Pawnshops Face New Rules for Short-Term Credit

A bill in congress aims at capping the APR rate at 36% on fees and interest charged by a lender. There are some people who think that the rates are often hidden and that they hurt individuals who can't afford it.

Pawn Shops Today fears that this rate cap could be the ruin of most pawnshops. At 35% APR, the maximum a lender could charge would be $0.10 a day for every $100 loaned. Keep in mind that the average pawnshop loan is usually less than $100. Thus a $100 loan paid 20 days later would recoup only $2 in interest and fees. With such tiny profits, most pawnshops would be forced to go out of business, leaving entire communities without the lenders they need.

It is ironic that politicians complain about the interest rates charged by pawnshops when the IRS can charge about 182.5% APR for failure to file, loans secured by expected tax refunds range between 50% to 500% APR, credit card fees can be as high as 50% APR, and if you drive a car in California and are late renewing your vehicle registration, you might have to pay 365% APR.
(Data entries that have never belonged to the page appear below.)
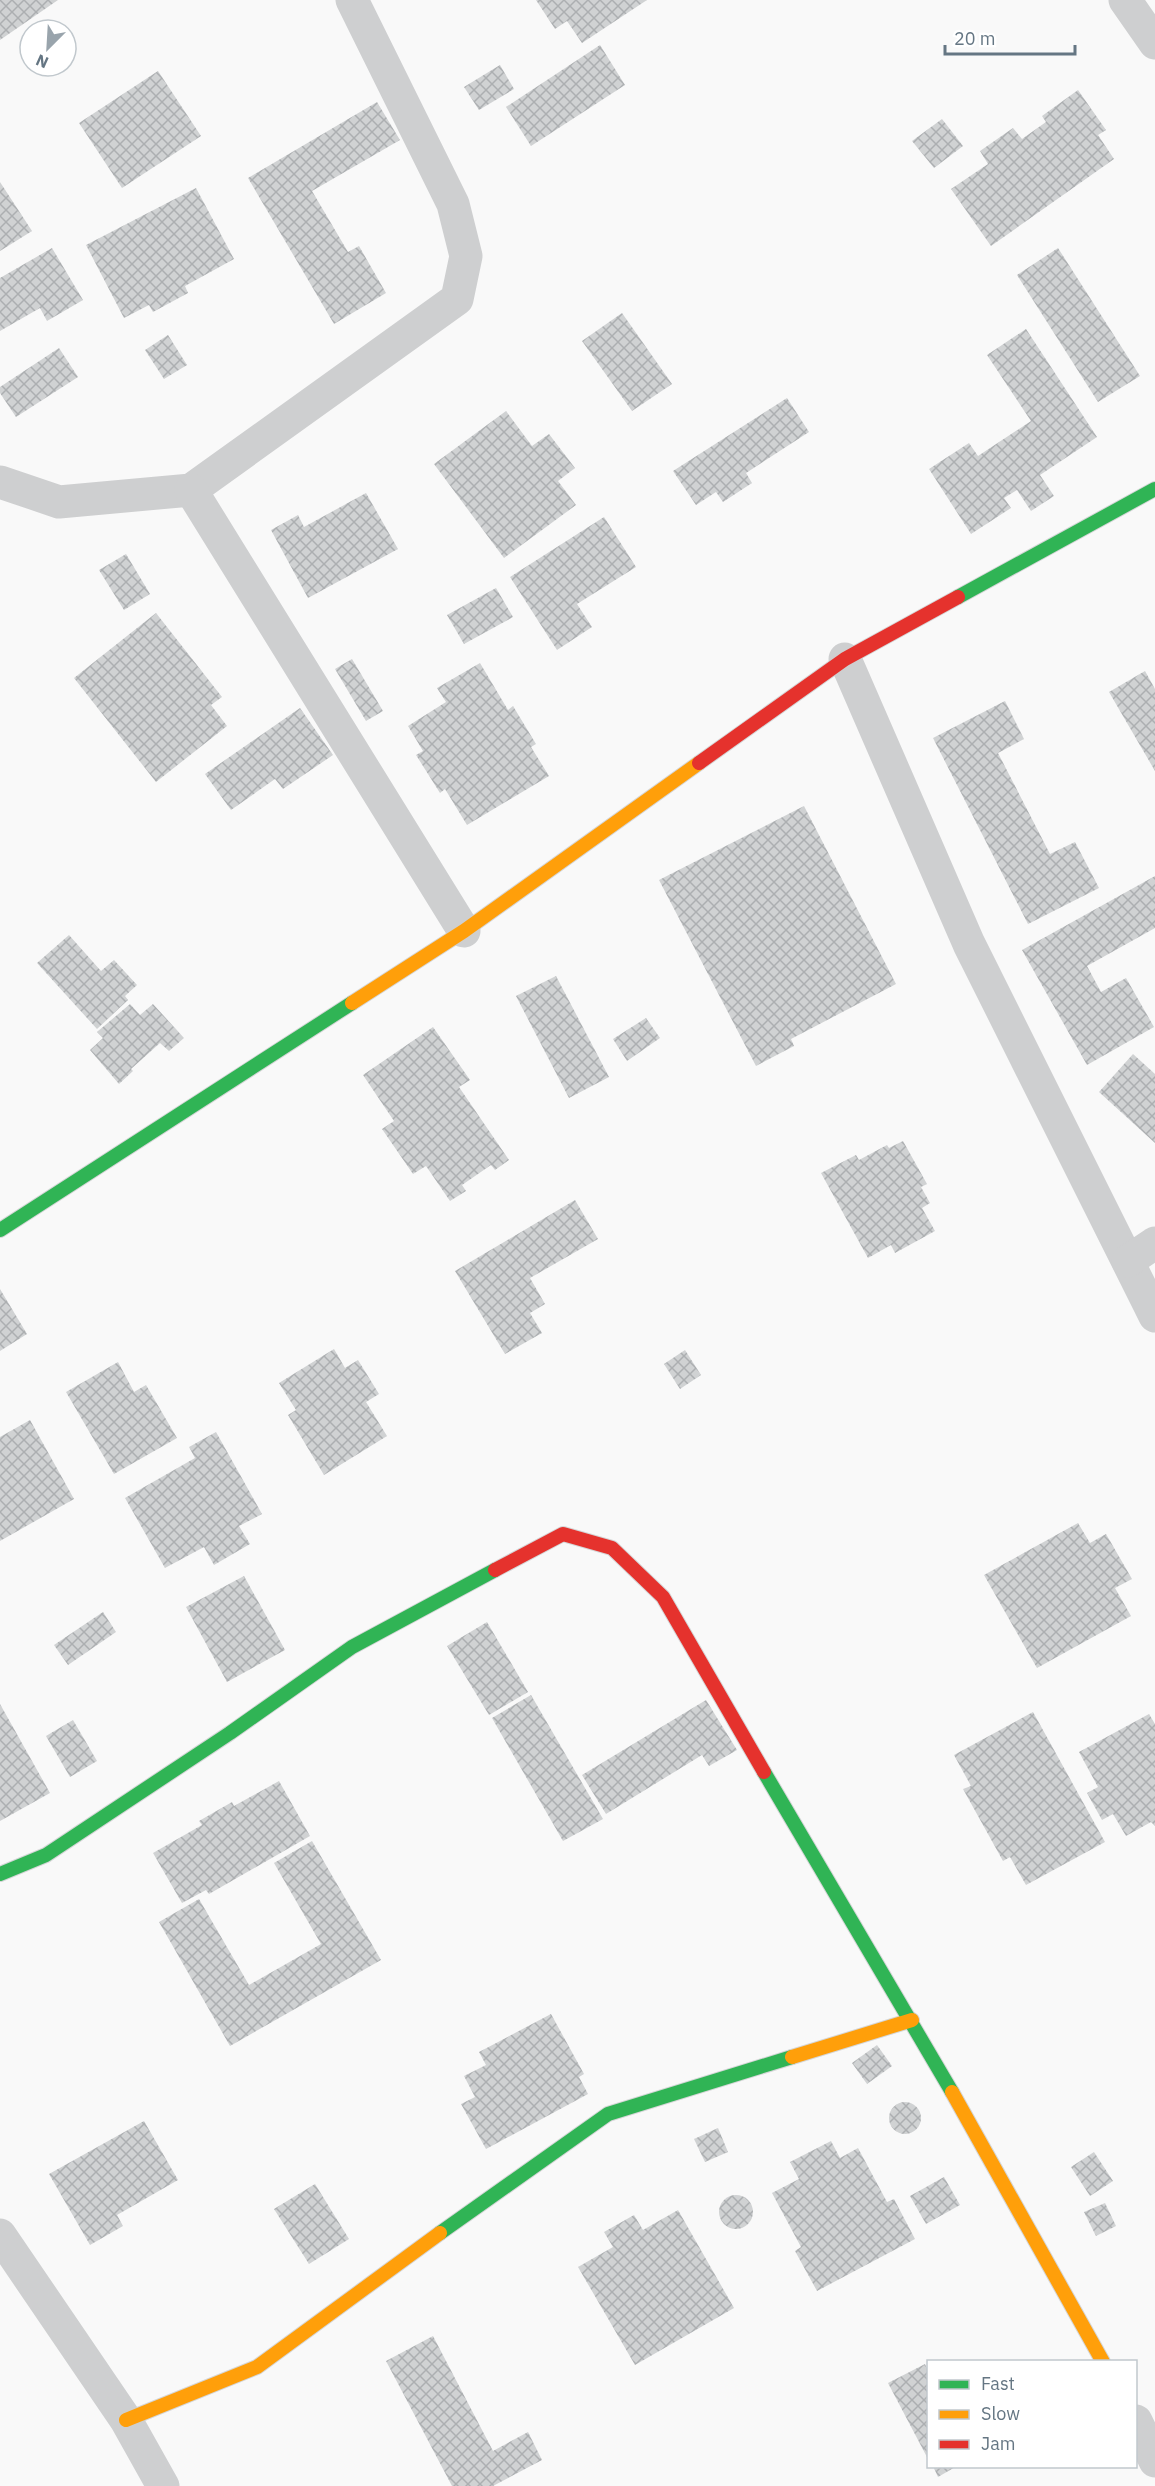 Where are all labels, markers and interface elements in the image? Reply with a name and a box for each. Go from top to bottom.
north arrow [18,18,78,78]
scale bar [945,18,1076,56]
text: 20 m [954,27,996,50]
text: N [33,50,51,73]
legend [927,2360,1137,2468]
text: Fast [981,2372,1015,2395]
text: Slow [981,2402,1020,2425]
text: Jam [981,2432,1016,2455]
Consider the story of a grandmother who wanted to visit her daughter's family more than 400 miles away. She didn't have the cash for that unexpected expense but thanks to a pawnshop, she was able to get cash for a gold ring and be with her family when they needed her. It seems a shame that a politician would try to tell a grandmother how to live her life and what kind of lending choices she can make.

The reality is that pawnshops serve all kinds of people, even the rich! Some pawnshop customers arrive in BMWs and Cadillacs. Some seek flat screen televisions, state-of-the-art electronics, fancy golf clubs, and even construction equipment. Poor or rich, we all deserve to have a wide variety of lending choices with the least government interference.